» Supplied records:
- - - - -

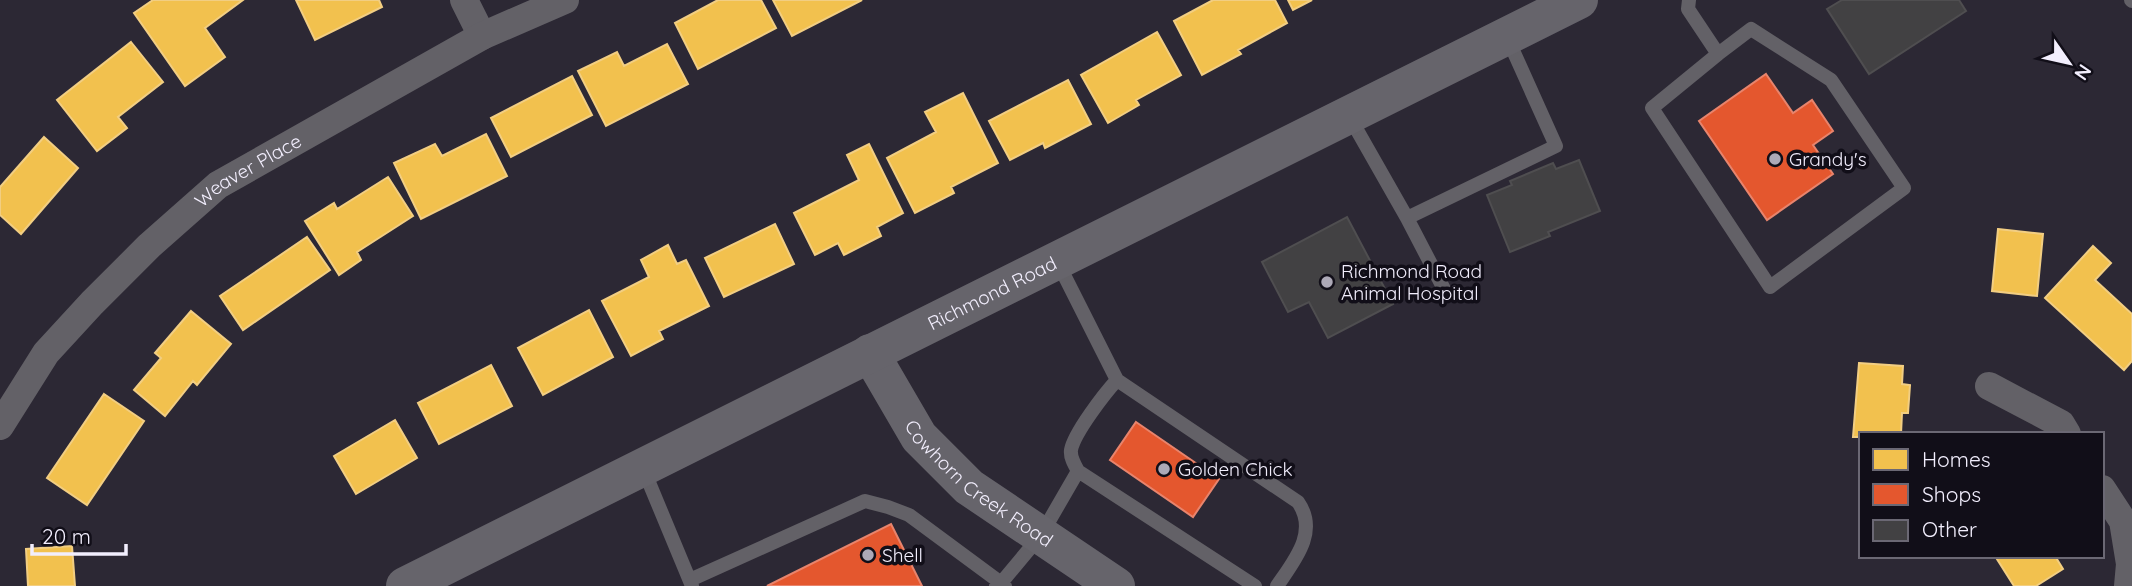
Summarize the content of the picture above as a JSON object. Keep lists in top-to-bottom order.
{
  "streets": {
    "main road": ["Richmond Road", "Cowhorn Creek Road"],
    "street": ["Weaver Place"]
  },
  "crossings": [
    ["Richmond Road", "Cowhorn Creek Road"]
  ],
  "places": [
    "Grandy's",
    "Richmond Road Animal Hospital",
    "Golden Chick",
    "Shell"
  ],
  "legend": ["Homes", "Shops", "Other"],
  "scale_bar": "20 m",
  "north": "bottom right"
}
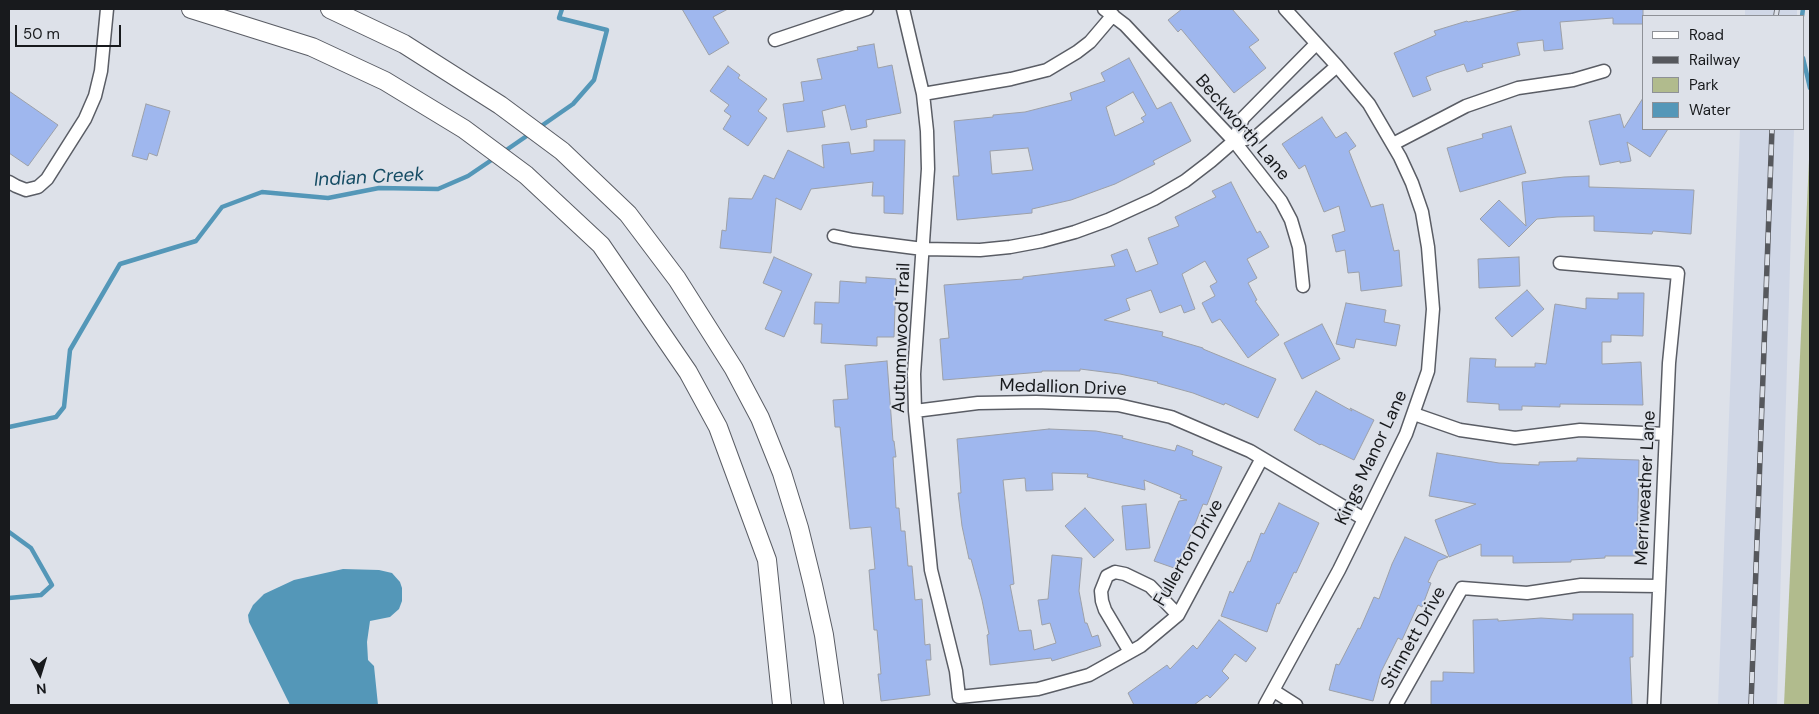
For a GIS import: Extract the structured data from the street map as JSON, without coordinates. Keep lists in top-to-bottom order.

- - - - -

» Task to carry out: Without including any picture, write out the material above verbatim.

» Answer to this problem:
Summarize the content of the picture above as a JSON object. Keep lists in top-to-bottom order.
{
  "streets": {
    "main road": ["Richmond Road", "Cowhorn Creek Road"],
    "street": ["Weaver Place"]
  },
  "crossings": [
    ["Richmond Road", "Cowhorn Creek Road"]
  ],
  "places": [
    "Grandy's",
    "Richmond Road Animal Hospital",
    "Golden Chick",
    "Shell"
  ],
  "legend": ["Homes", "Shops", "Other"],
  "scale_bar": "20 m",
  "north": "bottom right"
}
For a GIS import: Extract the structured data from the street map as JSON, without coordinates. Keep lists in top-to-bottom order.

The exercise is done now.